**Work to complete**
Give the number of lines in the records that include the word "background", and nothing besides.

**The input**
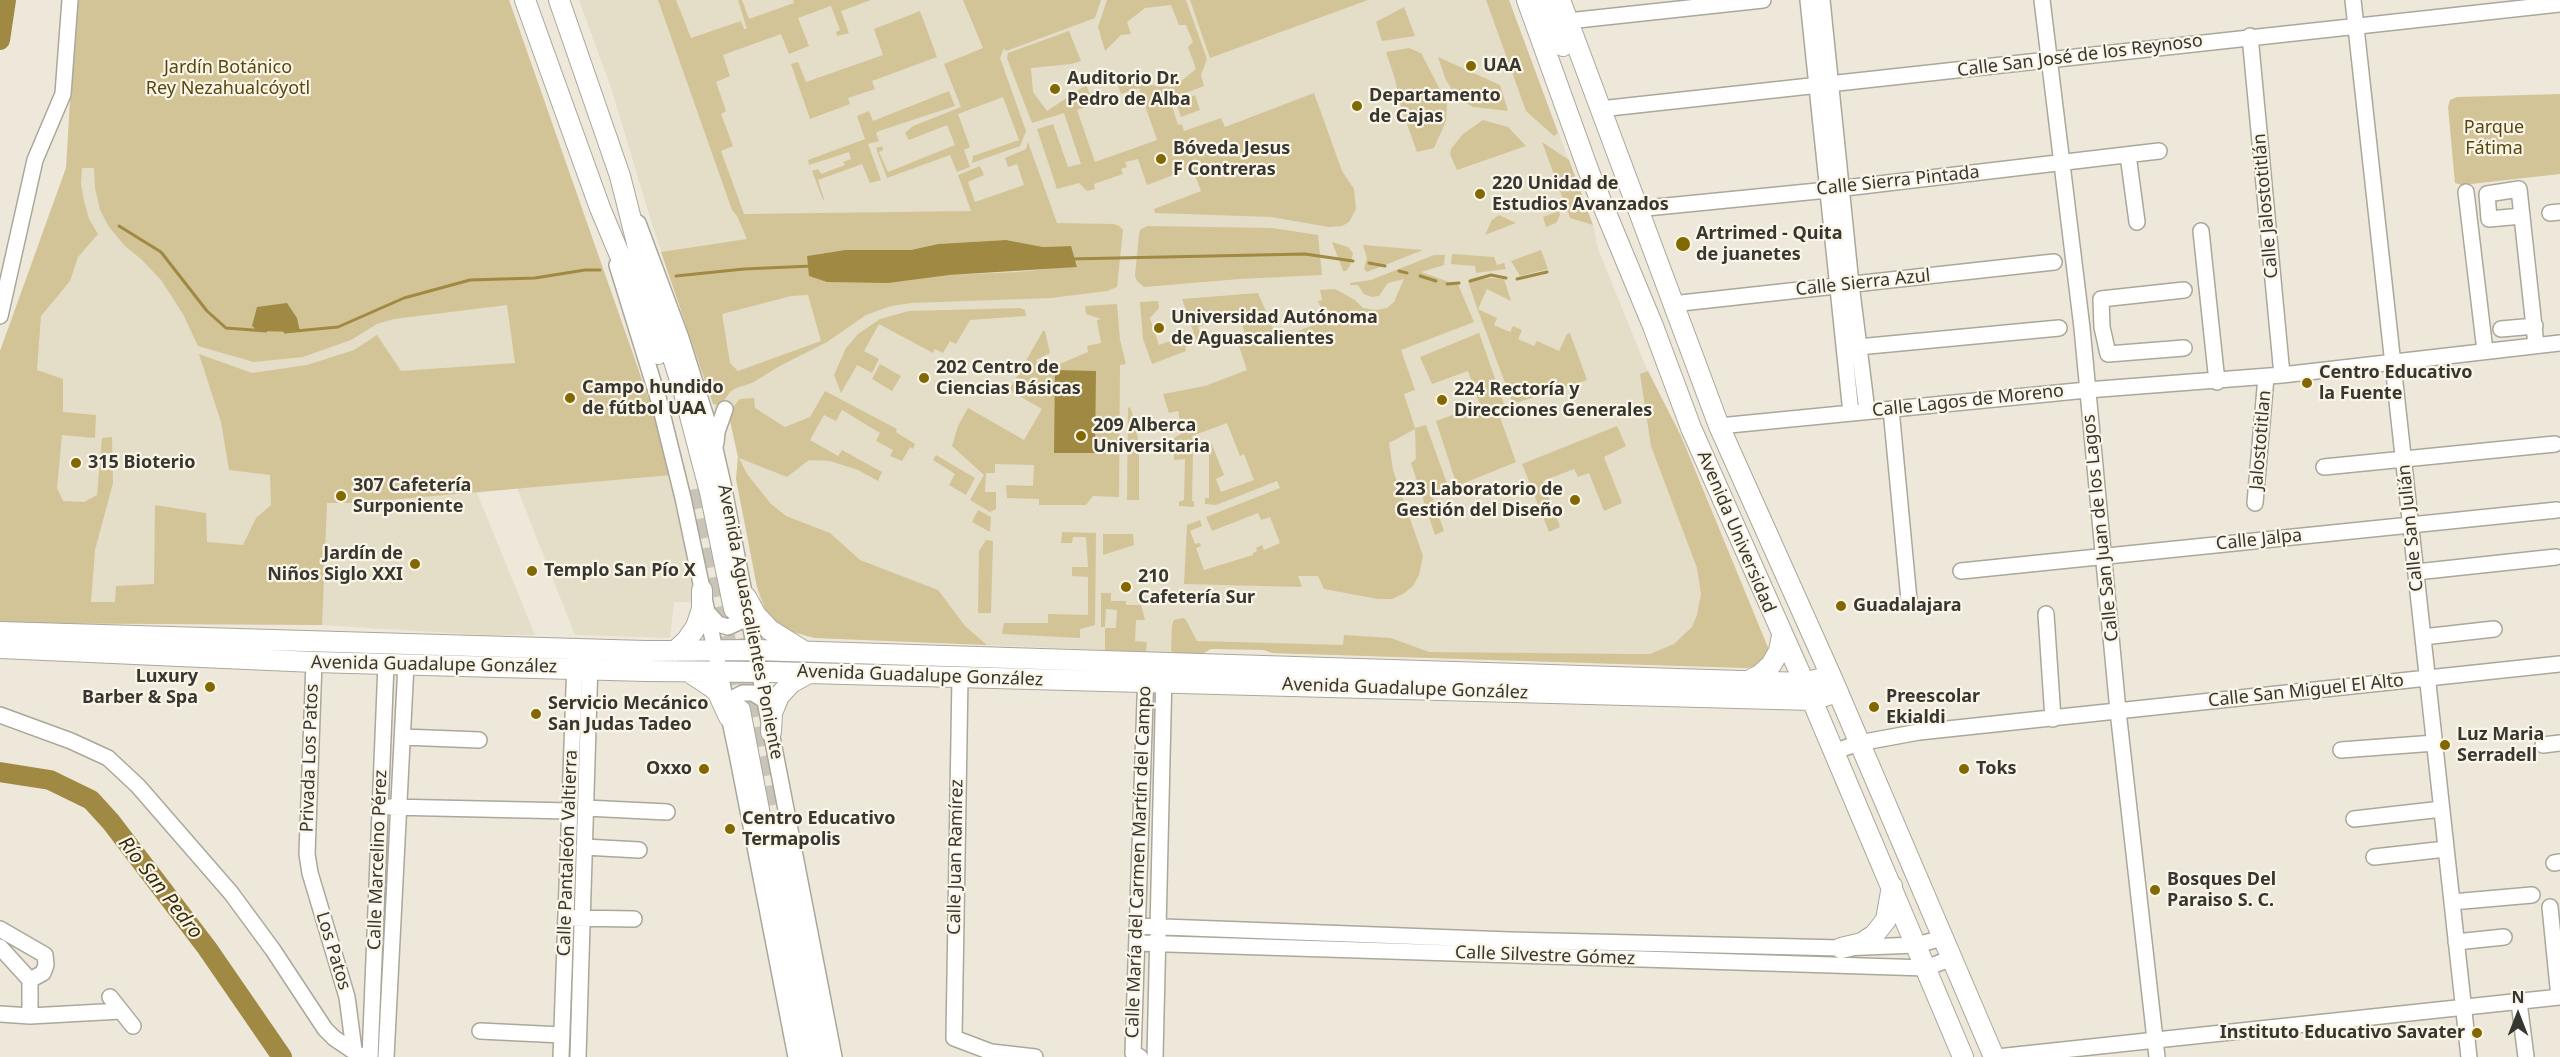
<!DOCTYPE html>
<html>
<head>
<meta charset="utf-8">
<style>
	body { margin:0 }
	#map { position:relative; width:2560px; height:1057px; overflow:hidden; background:#ede8da; font-family:"Noto Sans",sans-serif }
	canvas { display:block }
	.north { position:absolute; left:2488px; top:985px; width:60px; height:60px; -webkit-text-stroke:4px #faf5e7; paint-order:stroke; rotate:0deg; font-size:16px; font-weight:700; line-height:24px; text-align:center; color:#373630 }
	.north::after { content:''; display:block; margin:auto; width:21px; height:27px; background:#373630; clip-path:polygon(50% 0,100% 100%,50% 72%,0 100%) }
</style>
</head>
<body>
<div id="map">
<canvas width="2560" height="1057"></canvas>
<div class="north">N</div>
</div>
<script>
const context = document.querySelector('canvas').getContext('2d');
context.lineJoin = 'round';
function fillPath(path, color) { context.fillStyle = color; context.fill(path, 'evenodd'); }
const toPath = rows => new Path2D(rows.map(r => 'M' + r).join(''));
function strokePath(path, color, width, dash) { context.strokeStyle = color; context.lineWidth = width; context.lineCap = dash ? 'butt' : 'round'; context.setLineDash(dash || []); context.stroke(path); }
function drawText(font, color, halo, rows, align = 'center') {
  context.font = font + ' "Noto Sans",sans-serif'; context.lineWidth = 4.5; context.setLineDash([]); context.textBaseline = 'middle'; context.strokeStyle = halo; context.fillStyle = color; for (const [text, x, y, turn = 0] of rows) {
    context.save(); context.translate(x, y); context.rotate((+turn || 0) * Math.PI / 180); context.textAlign = isNaN(turn) ? turn : align; if (halo) context.strokeText(text, 0, 0); context.fillText(text, 0, 0); context.restore();
  }
}
fillPath(toPath([
	[509,0,648,397,661,423,695,590,694,602,674,602,670,638,575,635,517,488,477,493,535,635,484,635,322,625,0,623,0,351,66,168,71,97],
	[579,0,1509,0,1593,225,1598,249,1646,367,1681,436,1769,650,1747,668,1272,653,1264,650,1211,649,1202,654,1178,653,815,638,789,631,766,611,760,600,736,479,738,457,730,421,717,413,713,404,652,224,611,88]
]), '#e4ddc8');
fillPath(toPath([
	[76,0,509,0,648,397,661,423,671,475,355,503,327,503,322,625,0,623,0,351,66,168],
	[82,168,94,168,95,188,100,210,109,227,125,246,141,259,161,280,183,314,198,346,254,362,303,357,351,340,377,324,394,319,507,305,515,363,401,371,377,335,354,350,307,365,252,373,199,354,221,422,229,470,270,475,271,505,256,518,243,545,207,542,206,513,155,505,154,584,116,586,115,602,91,602,95,550,113,483,112,437,102,438,97,495,84,502,63,501,57,488,62,435,95,438,96,415,63,412,63,379,37,370,41,316,70,281,78,257,98,234,89,219,84,201,81,184],
	[658,0,676,0,691,38,741,21,744,29,747,29,738,0,742,0,749,19,794,3,793,0,871,0,841,11,849,33,837,36,836,32,840,30,831,6,798,18,809,46,789,54,781,34,723,55,730,76,716,82,726,111,721,114,733,146,721,151,744,214,971,211,958,175,980,166,984,175,968,182,975,202,1024,185,1017,164,1008,167,1005,158,1026,149,1028,142,1057,223,1114,224,1119,226,1123,230,1117,287,1107,291,1051,298,911,303,891,306,866,315,827,342,778,367,752,383,736,388,730,392,721,405,713,404,661,252,747,239,737,216,732,210],
	[1006,240,1043,247,1070,246,1077,266,1018,272,949,275,807,256,845,250,911,250,938,244],
	[808,295,821,341,738,371,730,363,722,314,791,296],
	[963,0,1101,0,1095,18,1006,51,1004,48,1000,58,1026,131,1020,146,972,163,973,156,1019,140,1003,97,958,114,970,147,964,150,970,167,957,172,950,155,887,178,876,148,882,146,883,150,879,152,888,172,955,145,947,125,909,140,905,133,913,126,961,107,944,64,983,48],
	[1107,0,1186,0,1207,59,1201,75,1204,86,1170,99,1178,125,1182,124,1184,131,1221,118,1225,127,1314,93,1342,171,1354,189,1356,209,1349,222,1342,226,1329,227,1271,217,1155,213,1154,209,1201,191,1192,168,1147,185,1138,159,1125,162,1127,167,1121,169,1123,174,1094,184,1095,189,1087,191,1079,183,1057,189,1037,129,1053,124,1068,167,1081,164,1064,113,1032,123,1007,58,1008,53,1069,31,1081,61,1071,64,1031,68,1033,92,1047,111,1086,85,1094,104,1077,110,1095,162,1157,140,1139,88,1121,94,1114,74,1135,80,1145,75,1150,85,1174,87,1196,69,1188,47,1193,42,1186,25,1179,25,1171,5,1145,8,1127,22,1131,34,1121,35,1105,51,1098,27],
	[1190,0,1368,0,1210,58],
	[1486,0,1509,0,1558,133,1554,136,1526,111],
	[1404,7,1415,36,1382,41,1376,22],
	[920,11,937,57,872,81,875,89,848,98,850,104,810,119,791,64,798,62,806,82,883,55,874,29],
	[1409,48,1421,53,1447,103,1446,121,1434,148,1417,152,1401,107,1395,79,1386,52],
	[1438,57,1500,85,1508,111,1473,107,1457,98,1446,80],
	[949,91,955,106,879,131,876,133,879,141,868,144,881,180,870,183,862,164,818,180,824,199,823,200,812,171,818,169,821,174,845,165,843,162,851,159,849,152,809,165,808,160,865,139,857,116,869,111,873,121],
	[2560,94,2560,174,2462,185,2455,183,2448,107,2450,100,2457,97],
	[1195,95,1200,110,1181,117,1176,102],
	[1483,120,1508,127,1526,146,1457,170,1450,154,1451,149,1463,134],
	[1542,142,1569,160,1593,225,1570,218],
	[1559,211,1560,215,1556,223,1546,227,1543,217],
	[1499,215,1516,223,1485,235,1492,220],
	[1147,226,1272,228,1318,235,1322,275,1240,279,1144,287,1137,281,1135,276,1139,234,1140,230],
	[1332,242,1348,247,1353,253,1350,266,1346,271,1343,271],
	[1363,245,1423,250,1367,272,1364,269,1367,258],
	[1541,250,1548,269,1520,276,1511,261],
	[1452,254,1494,257,1497,265,1504,263,1506,269,1476,273,1475,266,1451,264],
	[1434,255,1445,255,1444,265,1421,272,1452,283,1457,282,1474,322,1401,350,1415,390,1404,394,1415,428,1426,425,1449,489,1432,496,1444,531,1435,535,1411,463,1416,459,1415,429,1389,443,1393,470,1423,556,1419,575,1413,586,1403,594,1392,599,1378,599,1324,589,1318,576,1298,576,1302,587,1184,584,1187,525,1200,520,1202,526,1190,531,1195,544,1200,543,1201,546,1196,548,1204,570,1253,555,1253,553,1257,551,1256,548,1262,545,1264,550,1280,543,1270,517,1261,520,1258,513,1212,531,1206,517,1280,488,1277,481,1216,505,1205,504,1205,498,1209,498,1209,452,1212,452,1211,442,1224,475,1216,479,1221,492,1254,480,1244,454,1240,456,1227,423,1192,436,1193,440,1184,440,1183,452,1193,453,1192,501,1194,501,1194,507,1179,506,1179,502,1184,500,1185,459,1174,460,1174,438,1182,433,1178,411,1169,413,1163,394,1205,386,1247,370,1237,340,1246,336,1237,310,1210,319,1211,322,1198,327,1204,343,1198,345,1182,299,1258,293,1273,328,1276,328,1281,338,1331,318,1328,309,1322,311,1318,301,1322,300,1320,290,1335,289,1355,300,1363,308,1376,310,1387,308,1394,302,1404,279,1388,283,1379,296,1372,297,1364,294,1358,285,1350,285,1350,283,1371,280],
	[1490,278,1504,279,1511,301,1487,289,1478,309,1497,318,1494,325,1510,332,1513,326,1522,330,1518,339,1534,346,1537,341,1559,351,1567,334,1570,333,1587,380,1513,404,1477,308,1468,281],
	[1158,301,1159,308,1150,318,1159,345,1185,336,1188,346,1185,347,1186,351,1152,364,1143,339,1140,302],
	[1117,304,1120,340,1126,364,1120,365,1119,497,1093,496,1086,505,1039,505,1039,499,1007,498,1006,485,1033,486,1034,465,995,464,995,473,986,473,985,492,996,492,996,509,990,512,970,500,984,475,952,446,958,426,968,408,1024,440,1042,409,1009,390,1043,331,1045,331,1050,353,1036,360,1041,372,1088,352,1087,346,1101,343,1097,320,1101,319,1086,314,1085,306],
	[1020,308,1025,310,1026,316,970,320,956,344,950,341,943,353,935,349,933,353,879,324,864,351,879,359,872,373,857,365,841,393,834,375,846,348,858,334,880,319,909,311],
	[1479,333,1504,404,1497,406,1497,409,1516,462,1457,486,1436,421,1480,405,1468,371,1432,384,1420,357],
	[880,364,901,376,892,391,872,379],
	[1648,371,1681,436,1769,650,1768,657,1757,666,1747,668,1272,653,1264,650,1211,649,1202,654,1173,653,1171,650,1172,625,1174,620,1183,618,1186,620,1197,641,1343,645,1344,635,1391,638,1429,652,1631,654,1650,654,1674,644,1692,627,1697,615,1701,594,1697,568,1651,446,1640,374],
	[825,391,897,429,896,432,915,444,913,449,910,447,902,461,890,456,893,450,876,441,880,433,842,410,836,421,824,415,810,440,838,456,842,450,882,472,878,481,858,470,830,461,809,460,787,477,739,458,747,474,771,504,786,516,830,533,860,560,938,590,965,626,987,645,815,638,789,631,773,619,766,611,757,587,736,479,738,457,730,421,732,408,740,399,754,398,755,408,785,427,810,417],
	[1130,407,1136,424,1139,449,1139,500,1127,500,1128,408],
	[1617,426,1626,446,1604,457,1622,503,1604,511,1589,473,1578,477,1574,469,1543,481,1560,527,1549,532,1522,464],
	[936,455,975,478,966,495,949,485,955,474,933,460],
	[978,510,991,517,990,532,972,522],
	[1062,532,1096,533,1095,625,1080,629,1080,638,1002,634,1004,623,1048,623,1048,614,1088,615,1088,577,1072,576,1072,567,1088,567,1086,537,1073,537,1072,543,1061,543],
	[1103,534,1133,534,1134,545,1103,555],
	[986,540,993,541,991,613,978,613,979,551],
	[1101,593,1111,593,1111,601,1126,601,1126,605,1141,605,1145,620,1136,620,1135,641,1147,642,1146,652,1105,650,1105,628,1116,628,1117,610,1106,609,1105,627,1101,627]
]), '#d3c497');
fillPath(toPath([
	[1006,240,1043,247,1071,246,1077,267,949,275,888,283,827,282,809,276,807,256,845,250,911,250,938,244],
	[287,303,297,318,300,332,258,331,252,326,257,307],
	[1055,370,1096,371,1095,453,1054,453]
]), '#9f8943');
strokePath(toPath([
	[119,226,161,252,207,311,226,328,266,331],
	[1070,259,1305,254,1353,261],
	[1369,263,1385,266],
	[1399,271,1407,273],
	[676,276,744,269,812,266],
	[1420,276,1436,281],
	[1517,279,1547,272],
	[1470,281,1491,275,1506,278],
	[1447,284,1459,283],
	[285,332,338,327,404,298,470,280,535,278,585,270,600,270]
]), '#9f8943', 3);
strokePath(toPath([
	[0,40,6,0],
	[0,772,50,780,91,800,111,822,207,948,282,1057]
]), '#9f8943', 20);
strokePath(toPath([
	[695,489,740,710],
	[734,609,776,829]
]), '#c9c4b8', 20, [20, 10]);
const minor = toPath([
	[1808,0,1851,413],
	[1822,0,1851,284,1867,411],
	[2042,0,2082,328,2118,711,2157,1057],
	[2353,0,2469,1057],
	[1568,21,1763,0],
	[2250,36,2282,375],
	[1600,109,2560,4],
	[2128,155,2137,222],
	[2466,192,2485,351],
	[1636,209,1828,190,2159,151],
	[2550,213,2560,212],
	[2522,216,2489,219,2487,194,2519,189,2536,345],
	[638,223,681,338,712,436,723,484,834,1057],
	[2201,231,2217,382],
	[617,265,659,401,683,498,738,759,796,1057],
	[2184,290,2101,299,2102,327,2108,354,2184,348],
	[1672,304,2054,262],
	[0,316,35,160,63,94,70,0],
	[2501,329,2535,326],
	[1858,347,2059,328],
	[1891,409,1909,600],
	[1719,426,2087,390,2282,375,2560,343],
	[716,443,717,432,725,409],
	[2324,467,2555,444],
	[2255,503,2266,377],
	[1961,571,2557,510],
	[2416,572,2556,557],
	[708,613,718,624,728,627,741,621,748,608],
	[2046,614,2053,719],
	[2423,637,2494,629],
	[314,662,307,854,310,873,347,997,354,1050],
	[960,677,954,1038,991,1052,1035,1057],
	[727,708,733,698,743,693,753,693,766,701],
	[0,715,71,741,108,758,138,786,231,893,273,950,325,1029,334,1038,362,1057],
	[403,737,479,740],
	[2543,745,2560,743],
	[2341,750,2435,743],
	[1833,752,1859,743,1919,732,2560,664],
	[390,807,570,811],
	[586,808,667,812],
	[2354,819,2442,809],
	[584,847,639,850],
	[2374,857,2446,849],
	[2554,863,2560,862],
	[2452,902,2532,895],
	[2550,907,2559,997],
	[574,918,634,919],
	[1137,926,1509,940,1841,948,1916,945,1943,938],
	[0,929,45,955,46,965,43,973,30,980],
	[2456,942,2504,937],
	[1137,943,1926,968,1952,958],
	[0,947,30,980,30,1016],
	[110,997,133,1026],
	[2519,1002,2526,1057],
	[0,1014,30,1016,121,1011],
	[480,1031,562,1035],
	[370,1057,386,664],
	[386,1057,406,664],
	[561,1057,575,661],
	[578,1057,590,661],
	[1140,1057,1133,1053,1146,671],
	[1155,1057,1164,673],
	[1997,1057,2560,997]
]);
const major = toPath([
	[525,0,600,208,641,306,658,354],
	[559,0,620,176,641,259,683,389,710,492,734,609],
	[1527,0,1589,172,1653,326,1691,428,1812,700,1963,1057],
	[1546,0,1563,46],
	[1560,0,1719,426,1831,676,1994,1057],
	[746,597,756,615,770,630,802,650],
	[0,632,645,651,755,650,1804,683,1831,676],
	[0,648,314,662,646,671,771,672,1812,700,1838,692],
	[675,651,687,640,696,627,702,609,702,590],
	[689,672,712,687,718,693,729,717],
	[1746,682,1760,675,1771,665,1779,651,1782,636],
	[740,710,806,1057],
	[771,732,772,713,779,696,791,683,809,673],
	[776,829,823,1057],
	[1841,948,1862,943,1874,935,1886,920,1892,886]
]);
strokePath(minor, '#aba79a', 18);
strokePath(major, '#aba79a', 22);
strokePath(minor, '#fff', 15);
strokePath(major, '#fff', 20);
for (const [x, y, r, color] of [
	[1471,66,6,"#826800"],
	[1055,89,6,"#826800"],
	[1357,106,6,"#826800"],
	[1161,159,6,"#826800"],
	[1480,194,6,"#826800"],
	[1683,244,8,"#826800"],
	[1159,328,6,"#826800"],
	[924,378,6,"#826800"],
	[2307,383,6,"#826800"],
	[570,398,6,"#826800"],
	[1442,400,6,"#826800"],
	[1081,436,6,"#826800"],
	[76,463,6,"#826800"],
	[341,496,6,"#826800"],
	[1575,500,6,"#826800"],
	[415,564,6,"#826800"],
	[532,571,6,"#826800"],
	[1126,587,6,"#826800"],
	[1841,606,6,"#826800"],
	[210,687,6,"#826800"],
	[1874,707,6,"#826800"],
	[536,714,6,"#826800"],
	[2445,745,6,"#826800"],
	[704,769,6,"#826800"],
	[1964,769,6,"#826800"],
	[730,829,6,"#826800"],
	[2155,890,6,"#826800"],
	[2477,1033,6,"#826800"]
]) { const dot = new Path2D(); dot.arc(x, y, r, 0, 2 * Math.PI); context.fillStyle = color; context.fill(dot); strokePath(dot, '#faf5e7', 2); }
drawText('18px', '#373630', '#faf5e7', [
	["Calle San José de los Reynoso",2080,56,-7],
	["Calle Sierra Pintada",1898,181,-6],
	["Calle Jalostotitlán",2266,206,-95],
	["Calle Sierra Azul",1863,283,-6],
	["Calle Lagos de Moreno",1968,401,-6],
	["Jalostotitlan",2261,440,-85],
	["Calle San Juan de los Lagos",2101,528,-96],
	["Calle San Julián",2411,528,-96],
	["Avenida Universidad",1736,532,67],
	["Calle Jalpa",2259,540,-6],
	["Avenida Aguascalientes Poniente",750,622,79],
	["Avenida Guadalupe González",434,665,1],
	["Avenida Guadalupe González",920,676,2],
	["Avenida Guadalupe González",1405,689,2],
	["Calle San Miguel El Alto",2306,691,-6],
	["Privada Los Patos",310,758,-88],
	["Calle Pantaleón Valtierra",568,853,-88],
	["Calle Juan Ramírez",956,857,-89],
	["Calle Marcelino Pérez",378,860,-88],
	["Calle María del Carmen Martín del Campo",1139,862,-88],
	["Los Patos",333,951,73],
	["Calle Silvestre Gómez",1545,956,2]
]);
drawText('bold 18px', '#373630', '#faf5e7', [
	["UAA",1483,66],
	["Auditorio Dr.",1067,79],
	["Pedro de Alba",1067,100],
	["Departamento",1369,96],
	["de Cajas",1369,117],
	["Bóveda Jesus",1173,149],
	["F Contreras",1173,170],
	["220 Unidad de",1492,184],
	["Estudios Avanzados",1492,205],
	["Artrimed - Quita",1696,234],
	["de juanetes",1696,255],
	["Universidad Autónoma",1171,318],
	["de Aguascalientes",1171,339],
	["202 Centro de",936,368],
	["Ciencias Básicas",936,389],
	["Centro Educativo",2319,373],
	["la Fuente",2319,394],
	["Campo hundido",582,388],
	["de fútbol UAA",582,409],
	["224 Rectoría y",1454,390],
	["Direcciones Generales",1454,411],
	["209 Alberca",1093,426],
	["Universitaria",1093,447],
	["315 Bioterio",88,463],
	["307 Cafetería",353,486],
	["Surponiente",353,507],
	["223 Laboratorio de",1563,490,"right"],
	["Gestión del Diseño",1563,511,"right"],
	["Jardín de",403,554,"right"],
	["Niños Siglo XXI",403,575,"right"],
	["Templo San Pío X",544,571],
	["210",1138,577],
	["Cafetería Sur",1138,598],
	["Guadalajara",1853,606],
	["Luxury",198,677,"right"],
	["Barber & Spa",198,698,"right"],
	["Preescolar",1886,697],
	["Ekialdi",1886,718],
	["Servicio Mecánico",548,704],
	["San Judas Tadeo",548,725],
	["Luz Maria",2457,735],
	["Serradell",2457,756],
	["Oxxo",692,769,"right"],
	["Toks",1976,769],
	["Centro Educativo",742,819],
	["Termapolis",742,840],
	["Bosques Del",2167,880],
	["Paraiso S. C.",2167,901],
	["Instituto Educativo Savater",2465,1033,"right"]
], 'left');
drawText('18px', '#57470f', '#faf5e7', [
	["Jardín Botánico",228,68],
	["Rey Nezahualcóyotl",228,89],
	["Parque",2494,128],
	["Fátima",2494,149]
]);
drawText('italic 20px', '#352b0b', '#faf5e7', [
	["Río San Pedro",160,888,52]
]);
</script>
</body>
</html>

**Your response**
2